Happy 4th of July, Everyone! What could be more All American than homemade ice cream? I've had this recipe for years, and used to make it often when my children were little. It made for a very exciting day -- ice cream churning away on the back deck, lots of little hands adding in ice and rock salt. Today, it churned away in a brand, new ice cream churn, right in our kitchen sink.

It turned out just as sweet, however!

This recipe came from a Southern Living Cookbook, circa 1985, the year my first son was born. The cookbook was a gift from my mom and I bet I've cooked more recipes from it than almost any other I own!

If there is a flavor combination better than Chocolate and Peanut butter, I can't immediately think of it.
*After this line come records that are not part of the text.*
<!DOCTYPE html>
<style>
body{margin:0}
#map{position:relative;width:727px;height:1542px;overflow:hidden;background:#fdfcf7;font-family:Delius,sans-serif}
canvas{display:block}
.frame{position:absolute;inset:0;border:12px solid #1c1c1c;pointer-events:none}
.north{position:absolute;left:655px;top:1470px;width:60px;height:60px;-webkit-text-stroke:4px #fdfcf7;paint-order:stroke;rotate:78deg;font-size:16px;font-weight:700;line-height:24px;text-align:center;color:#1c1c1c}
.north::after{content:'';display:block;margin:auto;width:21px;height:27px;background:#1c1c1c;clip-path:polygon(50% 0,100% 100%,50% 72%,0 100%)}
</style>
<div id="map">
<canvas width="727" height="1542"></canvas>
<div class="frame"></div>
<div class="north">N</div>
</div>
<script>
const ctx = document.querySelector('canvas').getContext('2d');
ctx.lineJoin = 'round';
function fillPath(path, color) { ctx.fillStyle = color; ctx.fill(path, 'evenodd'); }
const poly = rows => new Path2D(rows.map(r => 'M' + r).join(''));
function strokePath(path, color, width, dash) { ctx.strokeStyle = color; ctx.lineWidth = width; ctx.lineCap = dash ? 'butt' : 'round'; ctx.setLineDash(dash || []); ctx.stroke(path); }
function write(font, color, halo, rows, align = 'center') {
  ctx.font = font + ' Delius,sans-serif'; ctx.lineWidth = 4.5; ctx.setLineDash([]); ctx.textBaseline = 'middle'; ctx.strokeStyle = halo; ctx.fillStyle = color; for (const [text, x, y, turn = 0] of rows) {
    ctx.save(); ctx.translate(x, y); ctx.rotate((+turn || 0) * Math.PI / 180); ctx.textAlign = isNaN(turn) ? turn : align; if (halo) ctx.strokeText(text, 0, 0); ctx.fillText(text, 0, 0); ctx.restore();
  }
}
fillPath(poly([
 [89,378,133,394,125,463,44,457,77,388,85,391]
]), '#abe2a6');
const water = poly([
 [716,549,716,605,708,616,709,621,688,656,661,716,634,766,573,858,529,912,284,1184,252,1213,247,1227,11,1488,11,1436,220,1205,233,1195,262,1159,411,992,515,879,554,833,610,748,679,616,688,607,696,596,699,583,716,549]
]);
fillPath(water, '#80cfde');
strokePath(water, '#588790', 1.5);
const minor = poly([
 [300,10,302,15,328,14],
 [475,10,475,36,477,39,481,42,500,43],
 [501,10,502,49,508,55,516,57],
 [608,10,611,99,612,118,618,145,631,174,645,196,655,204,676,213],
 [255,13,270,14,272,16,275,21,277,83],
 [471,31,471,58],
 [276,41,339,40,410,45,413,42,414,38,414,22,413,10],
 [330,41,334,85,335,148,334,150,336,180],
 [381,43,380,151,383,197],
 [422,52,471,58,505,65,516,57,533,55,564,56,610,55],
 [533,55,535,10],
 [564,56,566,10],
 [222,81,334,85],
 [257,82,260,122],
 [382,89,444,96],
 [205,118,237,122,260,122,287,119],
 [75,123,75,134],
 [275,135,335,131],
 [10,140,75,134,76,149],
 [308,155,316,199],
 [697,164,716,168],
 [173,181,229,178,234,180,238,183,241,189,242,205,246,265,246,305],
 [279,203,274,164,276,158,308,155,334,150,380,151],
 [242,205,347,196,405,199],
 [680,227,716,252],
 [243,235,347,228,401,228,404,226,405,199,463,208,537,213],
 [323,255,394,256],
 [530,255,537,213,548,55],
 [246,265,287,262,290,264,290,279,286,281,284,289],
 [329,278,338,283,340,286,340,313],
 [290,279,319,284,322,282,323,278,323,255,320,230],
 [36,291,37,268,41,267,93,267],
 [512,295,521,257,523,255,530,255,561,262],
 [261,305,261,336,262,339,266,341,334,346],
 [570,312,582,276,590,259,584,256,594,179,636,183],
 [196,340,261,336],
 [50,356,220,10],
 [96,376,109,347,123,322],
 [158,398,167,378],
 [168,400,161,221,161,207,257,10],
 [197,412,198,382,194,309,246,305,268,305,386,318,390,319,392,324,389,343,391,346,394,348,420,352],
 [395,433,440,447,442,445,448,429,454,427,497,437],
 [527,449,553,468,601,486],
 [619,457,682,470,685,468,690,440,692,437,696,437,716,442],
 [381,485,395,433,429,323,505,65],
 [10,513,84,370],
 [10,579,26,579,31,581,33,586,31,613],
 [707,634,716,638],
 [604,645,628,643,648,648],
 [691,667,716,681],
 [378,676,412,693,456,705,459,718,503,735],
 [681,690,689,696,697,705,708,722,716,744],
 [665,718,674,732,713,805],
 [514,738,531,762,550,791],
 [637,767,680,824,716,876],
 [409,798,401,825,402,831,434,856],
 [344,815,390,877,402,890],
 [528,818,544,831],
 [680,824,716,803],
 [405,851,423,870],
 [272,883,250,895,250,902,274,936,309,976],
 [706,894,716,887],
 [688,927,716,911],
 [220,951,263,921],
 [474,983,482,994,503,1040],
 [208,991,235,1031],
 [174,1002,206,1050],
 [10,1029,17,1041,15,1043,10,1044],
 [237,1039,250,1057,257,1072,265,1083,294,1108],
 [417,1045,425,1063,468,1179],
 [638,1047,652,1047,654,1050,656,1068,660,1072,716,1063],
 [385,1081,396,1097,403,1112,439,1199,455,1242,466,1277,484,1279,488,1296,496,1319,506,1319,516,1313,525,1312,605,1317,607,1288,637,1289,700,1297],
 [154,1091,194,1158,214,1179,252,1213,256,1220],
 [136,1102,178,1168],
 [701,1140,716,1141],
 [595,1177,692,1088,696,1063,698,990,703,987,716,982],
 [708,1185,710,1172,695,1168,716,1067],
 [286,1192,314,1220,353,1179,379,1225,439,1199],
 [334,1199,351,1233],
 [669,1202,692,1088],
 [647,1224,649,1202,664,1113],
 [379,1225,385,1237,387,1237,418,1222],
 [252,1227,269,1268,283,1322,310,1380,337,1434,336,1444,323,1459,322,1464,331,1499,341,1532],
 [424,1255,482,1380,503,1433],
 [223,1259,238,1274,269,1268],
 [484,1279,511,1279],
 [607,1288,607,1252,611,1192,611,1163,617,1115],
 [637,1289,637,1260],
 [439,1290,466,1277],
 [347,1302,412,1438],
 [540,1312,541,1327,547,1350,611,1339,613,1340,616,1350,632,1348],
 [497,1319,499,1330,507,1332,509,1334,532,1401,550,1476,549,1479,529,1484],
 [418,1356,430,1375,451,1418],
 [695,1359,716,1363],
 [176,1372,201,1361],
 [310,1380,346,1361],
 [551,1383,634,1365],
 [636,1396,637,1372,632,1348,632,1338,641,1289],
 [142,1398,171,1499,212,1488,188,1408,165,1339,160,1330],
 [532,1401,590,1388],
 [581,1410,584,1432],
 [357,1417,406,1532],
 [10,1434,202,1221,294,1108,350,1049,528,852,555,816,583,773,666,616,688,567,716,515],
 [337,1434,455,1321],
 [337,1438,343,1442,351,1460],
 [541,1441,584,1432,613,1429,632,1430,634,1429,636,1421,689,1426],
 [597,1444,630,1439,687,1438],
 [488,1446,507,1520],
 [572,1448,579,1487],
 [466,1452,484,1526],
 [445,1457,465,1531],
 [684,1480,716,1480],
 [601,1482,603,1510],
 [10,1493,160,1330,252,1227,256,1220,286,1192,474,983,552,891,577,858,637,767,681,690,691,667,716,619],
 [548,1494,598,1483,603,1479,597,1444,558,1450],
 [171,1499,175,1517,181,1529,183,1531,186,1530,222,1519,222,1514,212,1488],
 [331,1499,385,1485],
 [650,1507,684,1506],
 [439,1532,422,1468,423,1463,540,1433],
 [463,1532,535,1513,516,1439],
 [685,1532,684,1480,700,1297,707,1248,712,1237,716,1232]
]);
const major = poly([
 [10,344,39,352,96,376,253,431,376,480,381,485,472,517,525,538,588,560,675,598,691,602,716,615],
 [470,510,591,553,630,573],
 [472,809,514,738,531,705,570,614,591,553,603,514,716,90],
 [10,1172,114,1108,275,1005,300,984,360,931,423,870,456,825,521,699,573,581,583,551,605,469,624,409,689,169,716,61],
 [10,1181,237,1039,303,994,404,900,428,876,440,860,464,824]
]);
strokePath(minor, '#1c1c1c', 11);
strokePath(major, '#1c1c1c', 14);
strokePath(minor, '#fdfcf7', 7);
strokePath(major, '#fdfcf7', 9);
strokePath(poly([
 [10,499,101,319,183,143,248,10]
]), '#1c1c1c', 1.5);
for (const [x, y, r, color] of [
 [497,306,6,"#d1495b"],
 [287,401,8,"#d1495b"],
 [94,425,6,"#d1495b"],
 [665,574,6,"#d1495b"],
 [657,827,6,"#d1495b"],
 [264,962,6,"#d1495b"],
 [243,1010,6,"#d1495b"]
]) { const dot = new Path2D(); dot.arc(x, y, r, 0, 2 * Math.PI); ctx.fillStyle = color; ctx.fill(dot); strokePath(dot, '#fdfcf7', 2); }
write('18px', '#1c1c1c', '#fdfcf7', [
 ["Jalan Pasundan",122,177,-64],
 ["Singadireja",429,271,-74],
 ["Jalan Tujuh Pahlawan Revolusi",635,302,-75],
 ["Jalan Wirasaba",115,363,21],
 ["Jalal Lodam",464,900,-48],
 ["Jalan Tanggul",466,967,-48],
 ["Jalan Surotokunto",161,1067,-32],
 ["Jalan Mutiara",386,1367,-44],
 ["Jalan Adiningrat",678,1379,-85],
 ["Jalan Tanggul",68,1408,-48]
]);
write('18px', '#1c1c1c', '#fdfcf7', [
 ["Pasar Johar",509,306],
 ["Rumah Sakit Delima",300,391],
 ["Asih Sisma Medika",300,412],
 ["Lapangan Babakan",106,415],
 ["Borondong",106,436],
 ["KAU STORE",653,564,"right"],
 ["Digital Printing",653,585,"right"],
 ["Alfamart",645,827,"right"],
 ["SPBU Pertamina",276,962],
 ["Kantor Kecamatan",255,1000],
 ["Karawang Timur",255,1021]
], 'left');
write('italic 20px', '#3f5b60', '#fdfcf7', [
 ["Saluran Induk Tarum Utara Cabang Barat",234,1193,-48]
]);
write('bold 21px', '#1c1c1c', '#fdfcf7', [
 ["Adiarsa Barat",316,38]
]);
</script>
After all, if you are going to take the trouble to make from scratch ice cream and have the patience to wait for it to get ready, go for the really good stuff. And believe me, this recipe is the really good stuff!

Peanut Butter Ice Cream w/Butterfinger Candy Bits

3 eggs

1 1/2 cups sugar

2 T. creamy peanut butter

3 13 oz. can evaporated milk

3 cups whole milk

6 2.1 oz. Butterfinger candy bars, chopped into bite sized pieces

Beat eggs at high speed and add peanut butter and sugar. Continue to beat until well blended. Add in evaporated and whole milk and beat another minute. Stir in chopped candy bars. Chill mixture about 30 minutes. Freeze in an ice cream maker, following the manufacturers directions.